I know the myopic world of my childhood shaped who I am.  I very early developed a love affair with books and became a voracious reader.  Unlike much of the world, I could hold them at the perfect distance from my feeble eyes to see each word clearly.  Caught up in their pages I could tune out the world I saw only through a glass darkly, and as a consequence, had trouble understanding.  Books transported me, generated new times and spaces, and gave me eyes to see them with crystal clarity.

 

The close-up lenses that were my eyes encouraged my imagination and nurtured my creativity.  Since I saw so little detail at a distance, I had to guess at many things.  I was forced to fill in the blanks, to create my own reality to compensate for what was indistinct to me.  Though detail of the distance was lost to me, paradoxically, close up it was all about detail.  I developed a deep appreciation of the beautifully imperfect intricacies of nature. It has been theorized that myopics might be at an advantage in this, their narrower focus of visual attention facilitating superior concentration.    

 

Being nearsighted presented a very debilitating social problem.  Face perception plays a pivotal role in our everyday interaction with others.  We use the rich variety of information we detect in the faces of others— identity, emotional state, personality characteristics and much more—to provide vital social context, to guide our daily activities and interactions with others. Being unable to clearly see beyond a few feet the facial features and the often-subtle facial expressions that provide cues was a serious handicap.

 

Even my appreciation of myself was affected.  This, I believe, can be most easily explained through an account of my experience selecting eyeglasses.  In order to get an idea of whether frames suited me, I had to move to within a very few inches of a mirror.  At that distance, however, it was difficult to ascertain what they looked like on my face.  Inevitably I had to resort to having someone else choose for me.  Consequently, my glasses sometimes reflected the taste of others more than my own frequently far-from-conventional druthers.

 

As I move into a world far less dependent upon facial furniture, believe it or not there are a few things I am going to miss about being nearsighted.  I have never been well adapted to this frenetic world with its sharp edges and stark realities. So it has been a luxury to me to have the option, by simply removing my “corrective” lenses, to view everything with softer eyes, to move into a more muted, dreamlike world, like the effect of bokeh—the photographic technique of defocusing the lens slightly in order to create a soft borderless aesthetic in a picture—or a later Monet.

 

I am so blessed to be a Canadian and have access to both cutting edge health care and the financial means to deal with medical issues; I pray I never take that for granted.  For my Haitian neighbours, things are very different.  Health problems typically mean misery and frequently result in a greatly diminished quality of life.
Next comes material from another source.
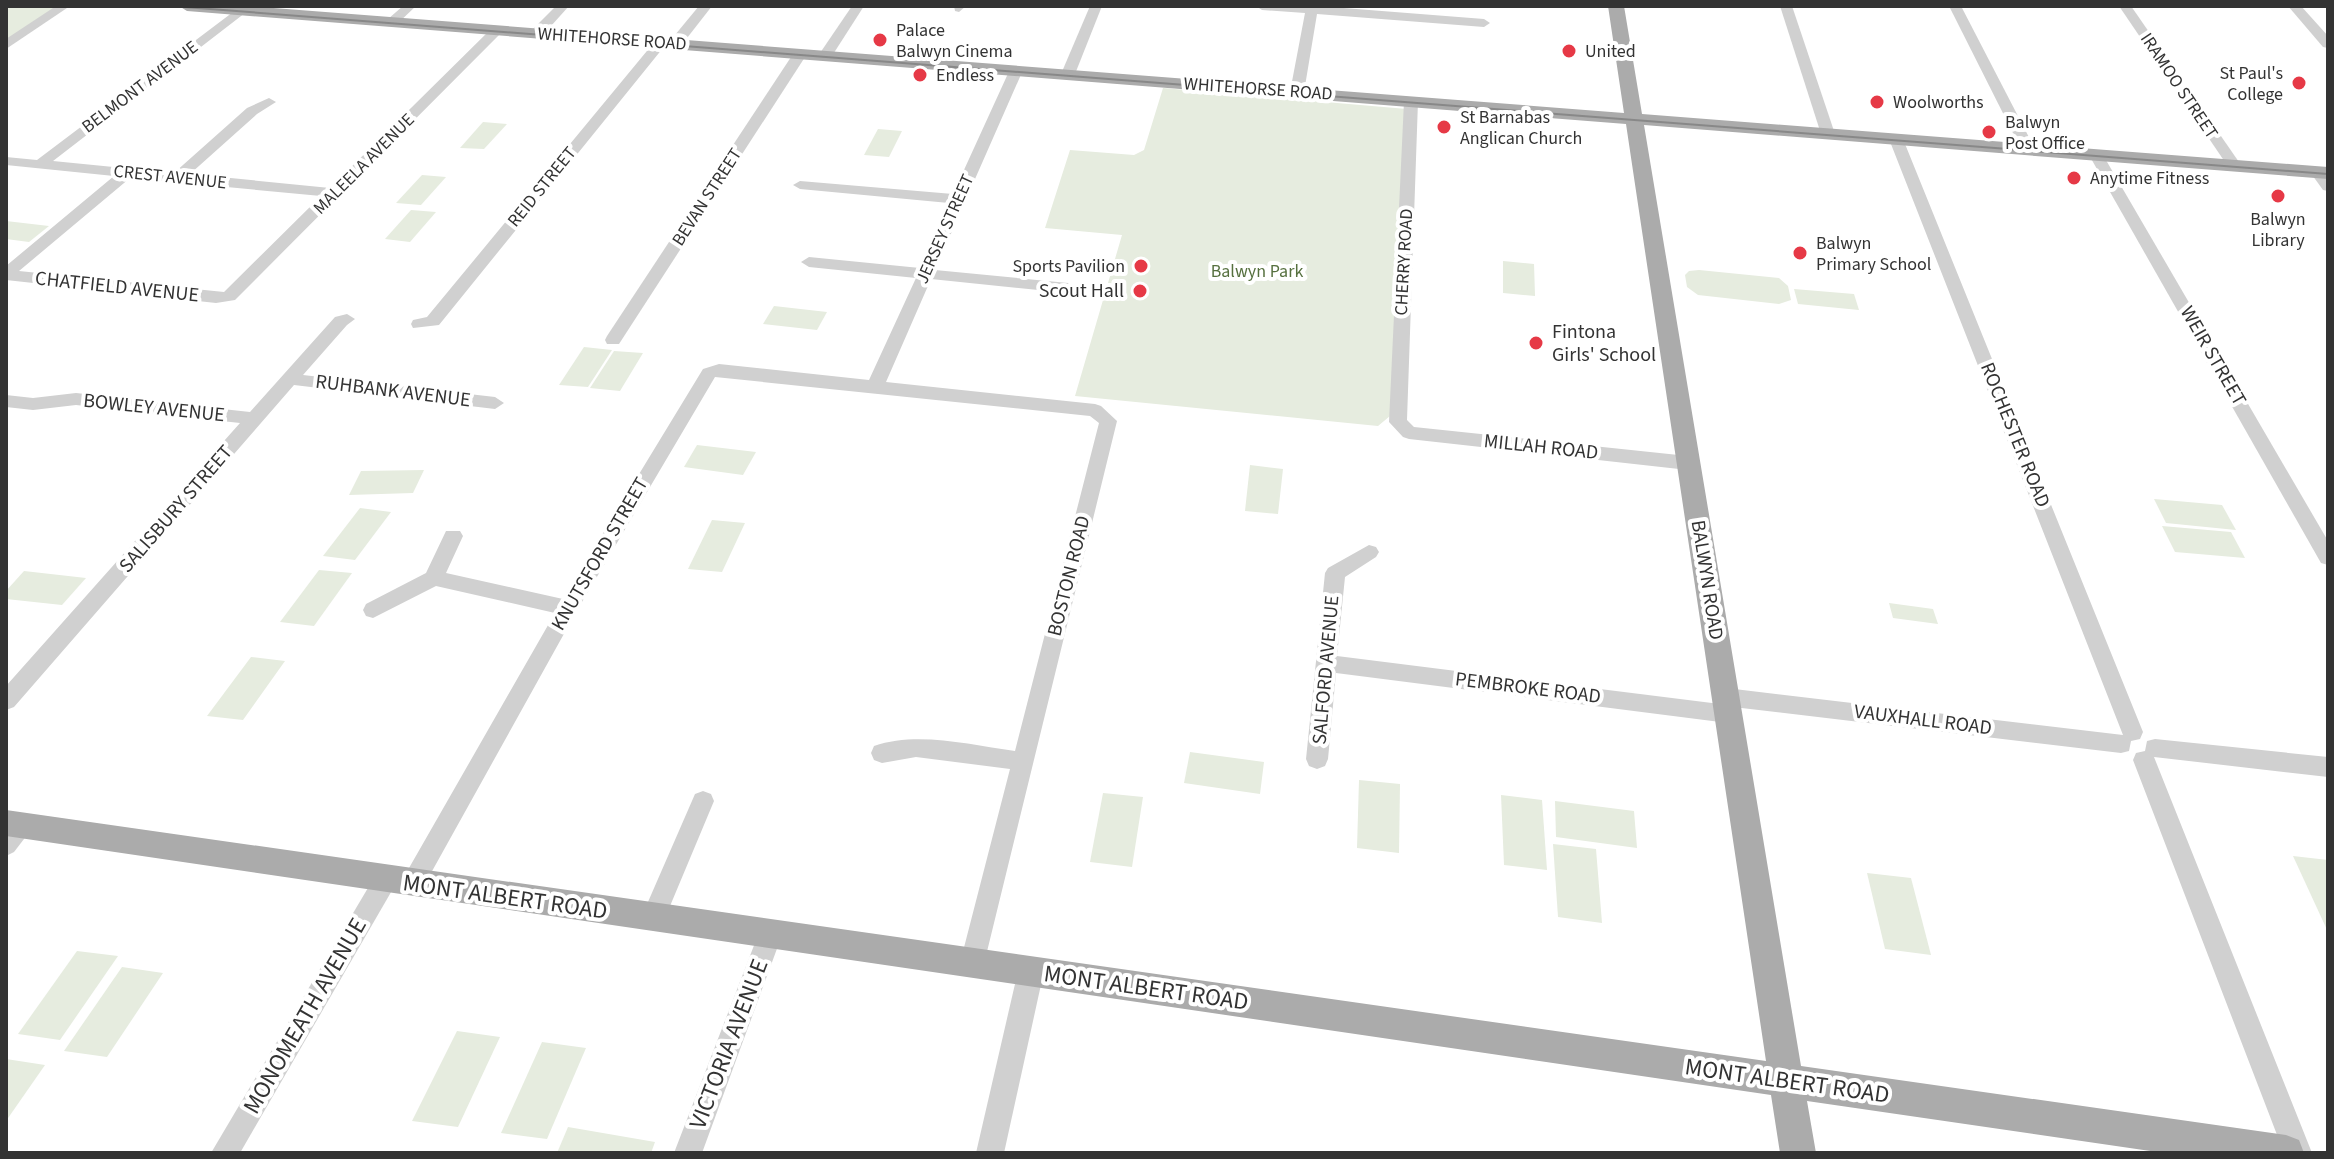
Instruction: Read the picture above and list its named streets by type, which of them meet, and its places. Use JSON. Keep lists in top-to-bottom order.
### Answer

The impact of blindness is staggering, resulting in exacerbated financial instability, restricted mobility, social isolation, and loss of social standing.  When combined with abject poverty, most die within 10 years of blindness.

IMG_2100

Woman I visited who is blinded by cataracts

 

Accordingly, cataracts are a massive public health and socioeconomic problem in Haiti.  Last winter, an American optometrist who has become a close personal friend conducted a vision clinic a couple of miles from the village where I live.  Afterward he shared with me how astounded he was that virtually every person over 50 who attended the clinic had cataracts.  Without surgery these people will progress into an uncertain life of blindness, like several others I have encountered during my time in Haiti.  As I understand it, the cost of surgery is less than $25 and takes about 15 minutes.  My friend told me that a competent eye surgeon could quite easily do 25 surgeries in a day.

 

The hospital in my village is already set up for eye surgery, and it is my vision to have a surgeon come, even for a short time, to change the lives of some of those who live in my community.  I prayerfully await his or her arrival.